Adult Nights review by Wild Light

logo Ultimate Guitar
  • Released: Mar 3, 2009
  • Sound: 7
  • Lyrics: 8
  • Overall Impression: 7
  • Reviewer's score: 7.3 Good
  • Users' score: 10 (3 votes)
Wild Light: Adult Nights
1

Sound — 7
Harnessing the flower child pop springs of The Submarines and the woodsy folk ringlets of Peter Bjorn & John, New Hampshire's Wild Light bring out folk-pop's poetic facets as the quartet looms melodies that are easy to hum along to while putting a little lift in one's step. The overall tone of the band's debut album Adult Nights is affable and peppy as the songs capture the lukewarm timbres of lead singer/guitarist Jordan Alexander and his esteemed colleagues, drummer Seth Kasper and multi-instrumentalists/vocalists Seth Pittman and Tim Kile, who weave their mercurial threads around Alexander's musings drawing out the keen perceptions of his words. Moving from the delicately honeyed sonnets of a lover's tryst to toe-tapping romps, Wild Light's folk-induced arches are mutable, continually changing with the mood of the lyrical content and showing that there is more than one side to their music. The nimble movements of California On My Mind offer an optimistic outlook on a gloomy situation, and Canyon City continues along a similar stratum while being led by positive thinking.

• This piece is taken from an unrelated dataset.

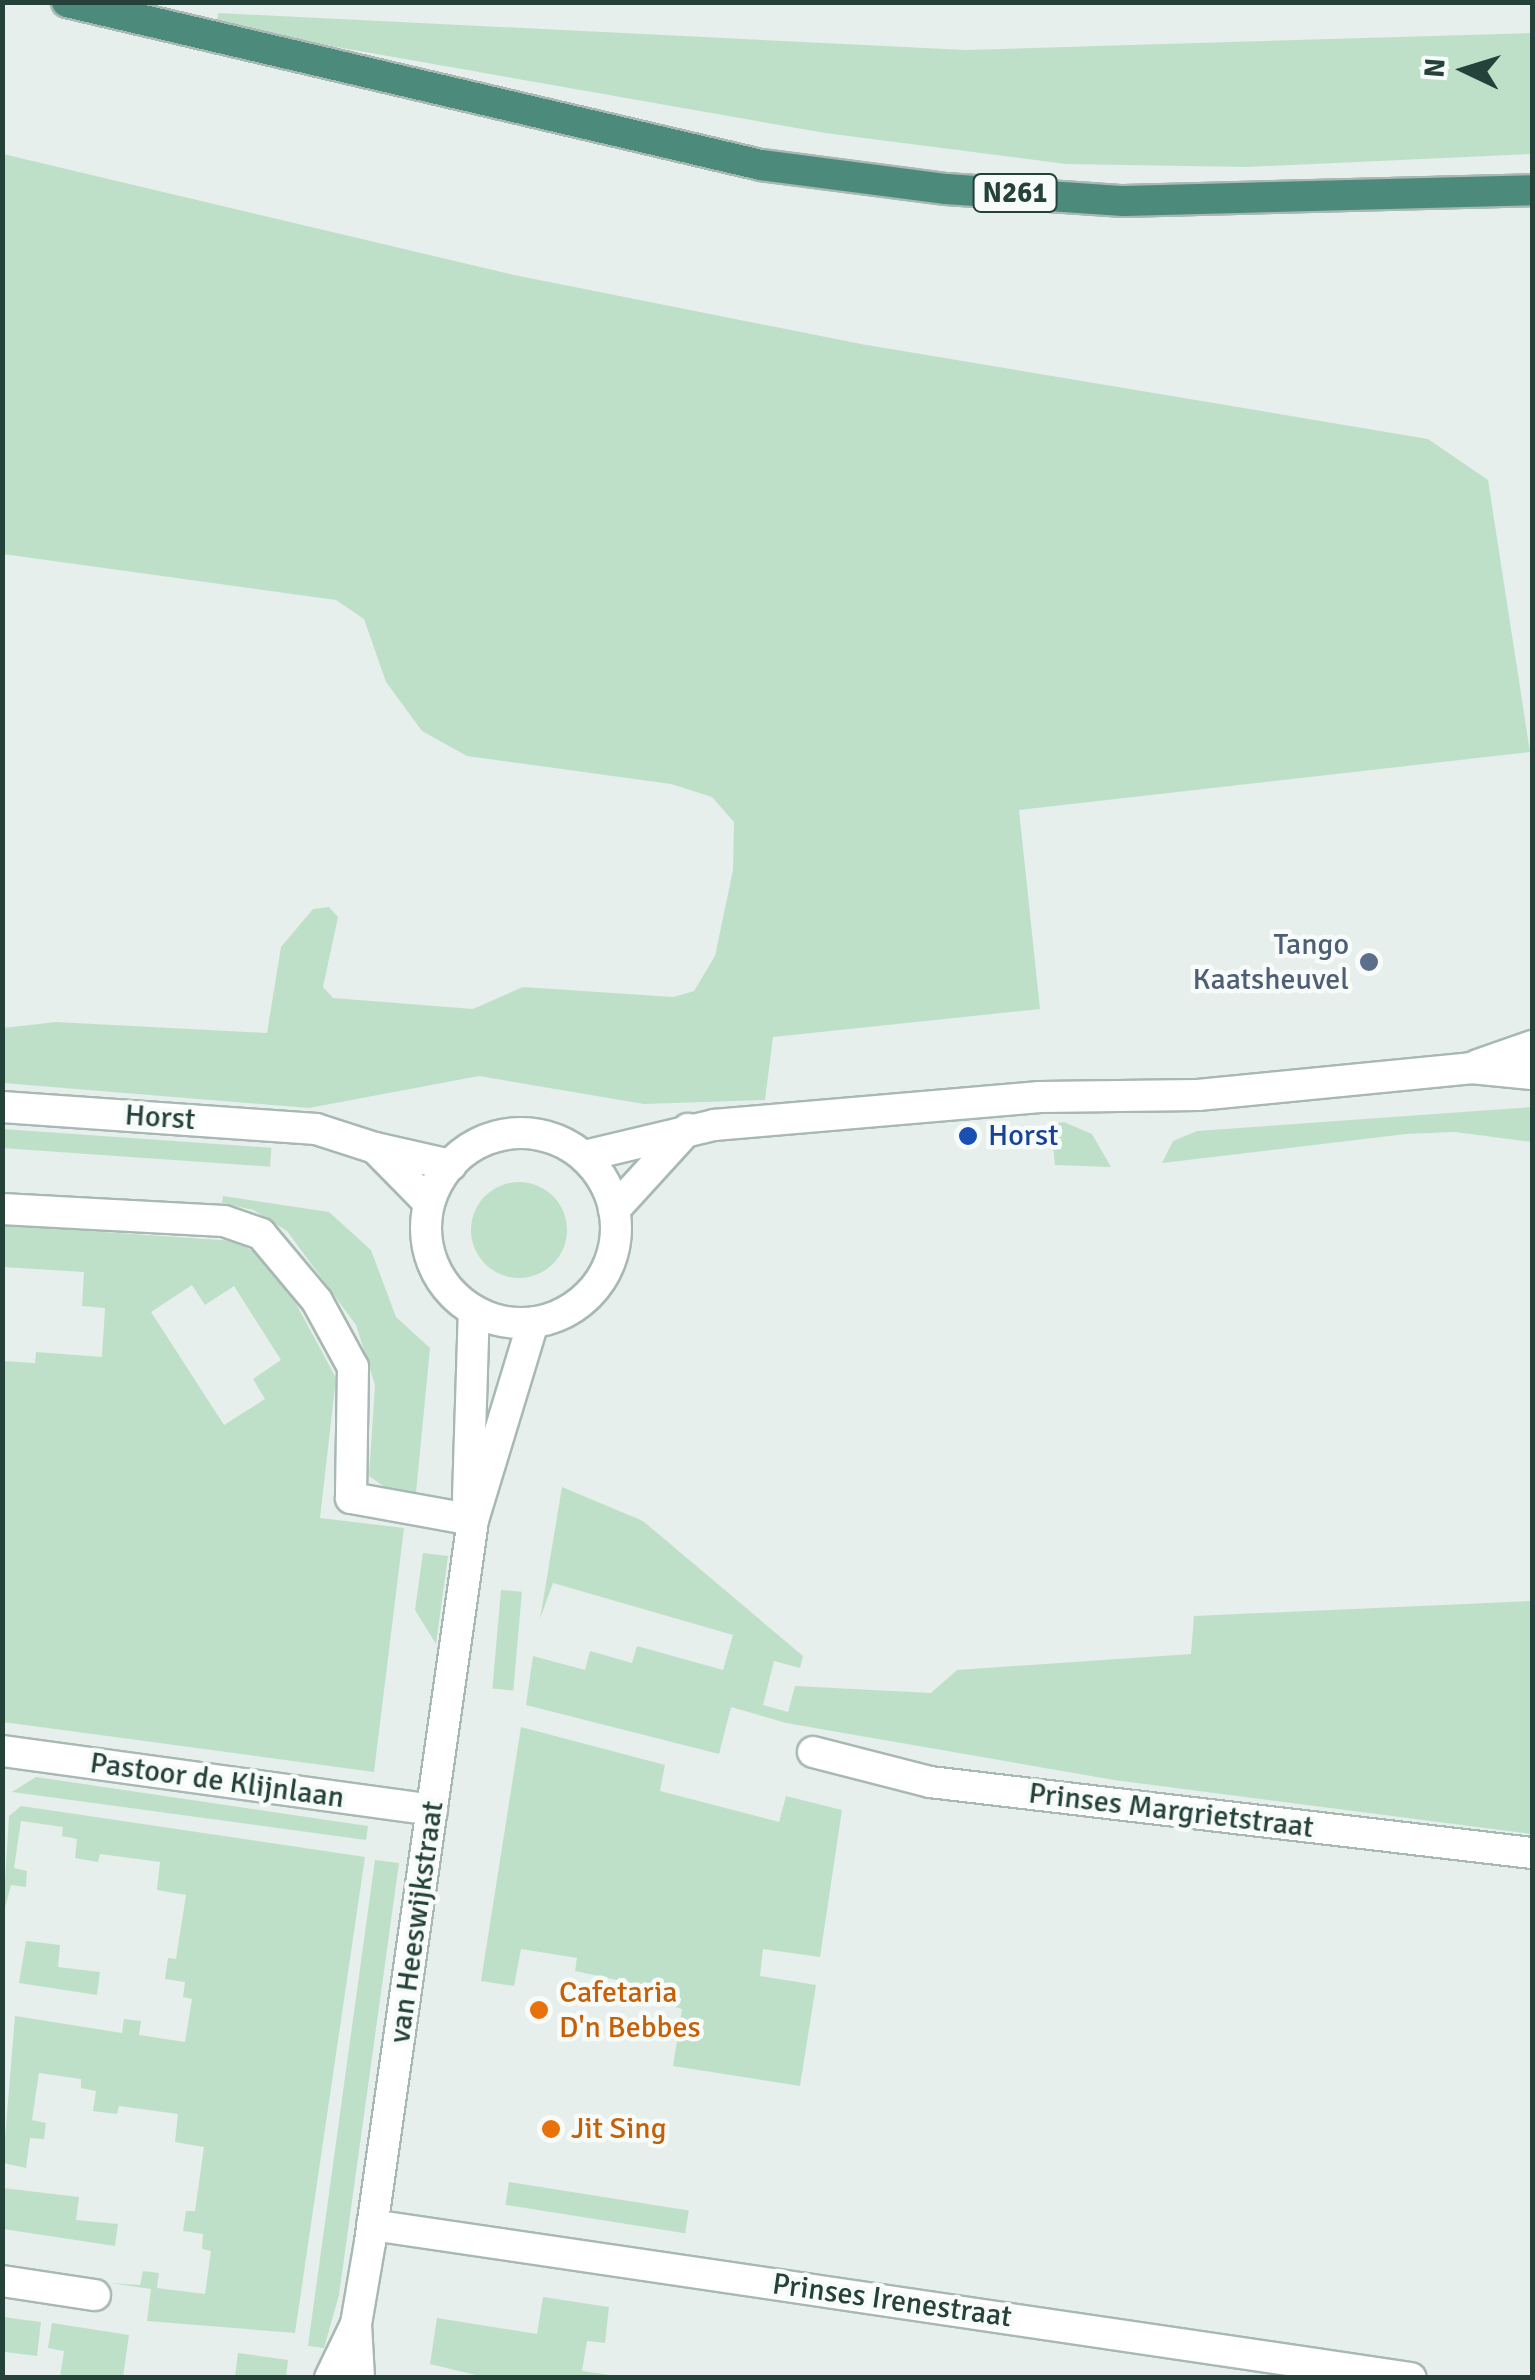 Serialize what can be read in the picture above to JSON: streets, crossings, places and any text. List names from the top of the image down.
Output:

Wild Light's steed of upbeat folk falls into mellow contemplation on Surf Generation as the whistles of a moaning harmonica peek in and out of the melodic dirges. Wild Light take advantage of having three singers on Call Home as the three vocalists sing the verses in tight unison. The silky wavelets of Heart Attack resonate with a romantic lilt, and the country-folk inflections of Future Towns have a mellifluous drift that exhumes feelings of regret attached to a desire to mend broken hearts. Wild Light's album can be succinctly summarized as being cathartic and providing a means to get in touch with one's emotions. Filled with optimism and moments of retrospection, Wild Light's songs appeal to human desires and the basic need for unpretentious joy.

Lyrics — 8
The lyrics sometimes seem autobiographical and sometimes they are conversational as if speaking to a specific person like in New Year's Eve when Jordan Alexander uncovers, There was something in your heart you could not see You keep searching in the bed where you were born. The lyrics feel personal and reveal private thoughts like in New Hampshire with descriptive verses like There's a place in the town where a car crashed / There's a fork in the road where a car crashed / There's a house on the hill where the wind blows / There's a house on a hill where the wind slows down / My family, one generation ago / My family, two generations ago / My family, three generations ago / My family, four generations ago / There's a room in the house where the dad sighs / There's a room in the house where the mom lies down.

Overall Impression — 7
It is easy to appreciate that Wild Light's emotions go unchecked in their songs. Nothing is off limits to discuss in their lyrics, and their rapport is easy-going as they indulge liberally in their creative urges. The majority of the album keeps to a folksy bent while veering the songs to feeling bright and light-hearted with a series of lacey twitters, bucolic tones, and flouncy melodic twirls. The warm esthetics of the melodies are appealing and reminiscent of Peter Bjorn & John. It's a album that spurs old memories while moving in the direction of finding fulfillment.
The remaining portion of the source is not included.